NOT BUYING IT Judith Levine

Simon & Schuster, UK, 2007, £7.99 Consumer choice is democracy, we are told. In America, after 9/11, it became a patriotic duty. As Judith Levine heaved her remaining shopping bag to dry land one stormy Christmas Eve, she silently announced her conscientious objection: “I’m not buying it!” As our consumer goods grow ever cheaper, our comfortable existence requires that elsewhere life is not so pleasant. Worldwide, workers, some of them children, pay for our cheap consumer items with miserable wages and working conditions, their air and rivers choked with chemicals. In this enjoyable and surprisingly interesting book, Levine tells the story of her and her husband Paul’s year of ‘not buying it’. Cleverly woven into the story of their personal journey, Levine feeds us philosophy and economic theory, and offers an incisive analysis of the marketing tactics which are used to keep us buying. In Not Buying It Levine concludes that, paradoxically, by buying less, she has more.

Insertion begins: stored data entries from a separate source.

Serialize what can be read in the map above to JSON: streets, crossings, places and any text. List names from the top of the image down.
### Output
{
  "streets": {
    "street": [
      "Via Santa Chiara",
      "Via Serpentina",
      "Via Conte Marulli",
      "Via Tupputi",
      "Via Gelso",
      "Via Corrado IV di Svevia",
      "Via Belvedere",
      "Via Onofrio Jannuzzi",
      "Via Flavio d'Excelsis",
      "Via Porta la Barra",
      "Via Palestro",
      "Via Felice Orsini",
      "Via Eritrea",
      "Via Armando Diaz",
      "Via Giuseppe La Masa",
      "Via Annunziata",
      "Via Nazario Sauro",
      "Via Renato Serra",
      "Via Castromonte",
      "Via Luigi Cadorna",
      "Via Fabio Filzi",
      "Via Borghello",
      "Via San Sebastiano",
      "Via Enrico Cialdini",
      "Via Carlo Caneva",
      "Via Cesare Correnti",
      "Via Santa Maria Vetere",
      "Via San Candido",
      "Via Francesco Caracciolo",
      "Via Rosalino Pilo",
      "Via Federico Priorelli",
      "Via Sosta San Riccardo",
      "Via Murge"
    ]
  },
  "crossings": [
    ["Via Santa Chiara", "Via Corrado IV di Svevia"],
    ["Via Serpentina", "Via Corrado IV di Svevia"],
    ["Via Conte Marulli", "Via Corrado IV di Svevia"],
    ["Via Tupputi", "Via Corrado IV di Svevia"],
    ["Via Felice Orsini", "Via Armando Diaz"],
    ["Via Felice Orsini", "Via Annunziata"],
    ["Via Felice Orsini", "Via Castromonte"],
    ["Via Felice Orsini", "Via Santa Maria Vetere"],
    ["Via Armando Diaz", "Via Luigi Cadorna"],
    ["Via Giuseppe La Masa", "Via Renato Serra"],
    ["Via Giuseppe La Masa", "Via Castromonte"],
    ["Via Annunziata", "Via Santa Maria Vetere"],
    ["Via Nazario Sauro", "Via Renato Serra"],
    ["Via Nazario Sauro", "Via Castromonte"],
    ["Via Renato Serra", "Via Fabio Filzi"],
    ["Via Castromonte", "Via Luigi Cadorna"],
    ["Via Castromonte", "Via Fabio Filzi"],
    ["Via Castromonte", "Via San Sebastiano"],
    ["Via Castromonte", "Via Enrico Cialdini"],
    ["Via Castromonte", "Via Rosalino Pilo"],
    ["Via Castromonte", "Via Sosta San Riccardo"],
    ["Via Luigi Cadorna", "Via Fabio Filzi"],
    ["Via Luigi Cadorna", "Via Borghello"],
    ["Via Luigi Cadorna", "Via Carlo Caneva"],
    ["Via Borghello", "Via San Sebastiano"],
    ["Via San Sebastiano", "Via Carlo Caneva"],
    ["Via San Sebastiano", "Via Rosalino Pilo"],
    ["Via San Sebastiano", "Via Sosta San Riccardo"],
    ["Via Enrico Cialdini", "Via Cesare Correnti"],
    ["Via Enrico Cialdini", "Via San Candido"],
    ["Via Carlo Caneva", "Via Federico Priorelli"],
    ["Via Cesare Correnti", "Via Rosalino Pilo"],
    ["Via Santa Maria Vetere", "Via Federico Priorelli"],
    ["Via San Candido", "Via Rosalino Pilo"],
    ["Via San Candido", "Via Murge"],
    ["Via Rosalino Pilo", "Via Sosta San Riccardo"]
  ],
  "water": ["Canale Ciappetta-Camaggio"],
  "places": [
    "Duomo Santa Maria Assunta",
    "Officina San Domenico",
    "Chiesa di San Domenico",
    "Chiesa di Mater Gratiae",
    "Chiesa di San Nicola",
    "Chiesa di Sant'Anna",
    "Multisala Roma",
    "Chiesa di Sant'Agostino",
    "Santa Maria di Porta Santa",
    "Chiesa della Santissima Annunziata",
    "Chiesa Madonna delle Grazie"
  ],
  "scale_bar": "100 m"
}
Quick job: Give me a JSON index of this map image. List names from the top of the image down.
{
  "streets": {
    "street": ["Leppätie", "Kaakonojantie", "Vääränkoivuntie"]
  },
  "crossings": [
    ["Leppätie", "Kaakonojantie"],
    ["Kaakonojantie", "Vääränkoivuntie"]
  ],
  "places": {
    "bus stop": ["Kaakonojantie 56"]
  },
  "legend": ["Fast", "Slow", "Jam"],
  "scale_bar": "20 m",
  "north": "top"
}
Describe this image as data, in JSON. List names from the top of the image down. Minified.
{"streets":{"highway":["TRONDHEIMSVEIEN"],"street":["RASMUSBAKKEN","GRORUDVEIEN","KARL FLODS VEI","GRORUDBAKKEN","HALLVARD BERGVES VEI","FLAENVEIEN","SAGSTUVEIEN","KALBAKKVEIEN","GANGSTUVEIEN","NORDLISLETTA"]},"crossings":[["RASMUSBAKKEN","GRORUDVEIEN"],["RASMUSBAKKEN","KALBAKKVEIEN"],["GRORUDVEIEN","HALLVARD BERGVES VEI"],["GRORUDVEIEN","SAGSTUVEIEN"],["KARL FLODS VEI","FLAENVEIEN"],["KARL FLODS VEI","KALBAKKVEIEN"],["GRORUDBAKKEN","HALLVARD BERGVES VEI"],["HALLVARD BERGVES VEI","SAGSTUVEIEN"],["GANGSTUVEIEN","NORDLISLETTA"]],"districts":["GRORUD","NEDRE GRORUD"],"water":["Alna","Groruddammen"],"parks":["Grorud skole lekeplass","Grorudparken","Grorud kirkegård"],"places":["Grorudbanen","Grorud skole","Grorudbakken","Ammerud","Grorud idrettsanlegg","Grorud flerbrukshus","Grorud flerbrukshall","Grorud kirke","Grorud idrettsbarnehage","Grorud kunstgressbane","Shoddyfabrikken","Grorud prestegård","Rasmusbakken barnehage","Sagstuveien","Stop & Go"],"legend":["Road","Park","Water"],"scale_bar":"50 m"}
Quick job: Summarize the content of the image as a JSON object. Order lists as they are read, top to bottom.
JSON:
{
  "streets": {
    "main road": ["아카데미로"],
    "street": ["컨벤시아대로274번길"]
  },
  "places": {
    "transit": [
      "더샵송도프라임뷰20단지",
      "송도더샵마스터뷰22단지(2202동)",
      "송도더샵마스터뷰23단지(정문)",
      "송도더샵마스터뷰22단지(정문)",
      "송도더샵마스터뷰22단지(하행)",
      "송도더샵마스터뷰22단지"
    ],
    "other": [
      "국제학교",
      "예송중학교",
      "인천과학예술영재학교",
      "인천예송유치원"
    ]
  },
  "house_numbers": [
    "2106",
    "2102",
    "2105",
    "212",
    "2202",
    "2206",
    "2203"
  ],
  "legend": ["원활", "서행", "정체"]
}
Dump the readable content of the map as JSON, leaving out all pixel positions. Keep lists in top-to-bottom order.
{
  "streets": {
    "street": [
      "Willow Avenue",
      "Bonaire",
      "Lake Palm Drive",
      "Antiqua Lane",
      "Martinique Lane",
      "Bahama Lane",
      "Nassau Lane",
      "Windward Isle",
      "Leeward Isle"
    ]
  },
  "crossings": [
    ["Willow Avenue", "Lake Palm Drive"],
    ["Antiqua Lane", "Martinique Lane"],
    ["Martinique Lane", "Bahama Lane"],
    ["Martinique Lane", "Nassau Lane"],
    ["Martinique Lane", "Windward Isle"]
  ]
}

MARKET SCHMARKET Molly Scott Cato

New Clarion Press, UK, 2006, £13.95 Molly Scott Cato’s main theme is that climate change is a direct consequence of the economic system called capitalism and its addiction to growth. Rather than ending global inequality, globalisation is in fact creating it. Cato maintains that the essence of the capitalist market is ‘commodification’: the turning of human activities and natural resources into commodities to be bought and sold in a marketplace that is driven by inequality and poverty. The survival of poverty is essential for ideological reasons: the maintenance of a felt experience of insufficiency is essential to any capitalist version of development. In the late form of capitalism, profit matters to the exclusion of all else, including the product. The dislocation of the business community means that corporations are able to operate both their buying and their selling activities in a footloose manner, paying no regard to the social and political consequences in the countries in which they operate. The message of this book is that, if we find the economic system we have inherited unappealing or distasteful, we should use our imagination and our ingenuity to come up with something better.

LAND ART Ben Tufnell

Tate Publishing, UK, 2007, £18.99 What makes a person decide to walk ten miles in a straight line across Exmoor and call it a work of art (Richard Long’s A Ten Mile Walk, England)? We only know it is art because someone has designated it as such. In his book Land Art, Ben Tufnell puts land art into its historical context, using as examples key participants from its origin in the 1960s to the present day, the main theme being the vast area which the discipline of land art covers: an almost impossibly wide breadth of fields from architecture to astronomy, to horticulture, to meteorology. Some of the proponents of this art undertake works on an unimaginable scale: James Turrell, for example, who is reshaping a crater bowl and excavating the tunnels and chambers of an extinct volcano. At the opposite end of the spectrum is Francis Alÿs’s The Leak, where he deliberately gets lost and then retraces his steps along a trail of paint tipped from a punctured can he had carried with him. Land Art leaves me with more questions than answers – the demarcation lines between the creative disciplines have become obscure.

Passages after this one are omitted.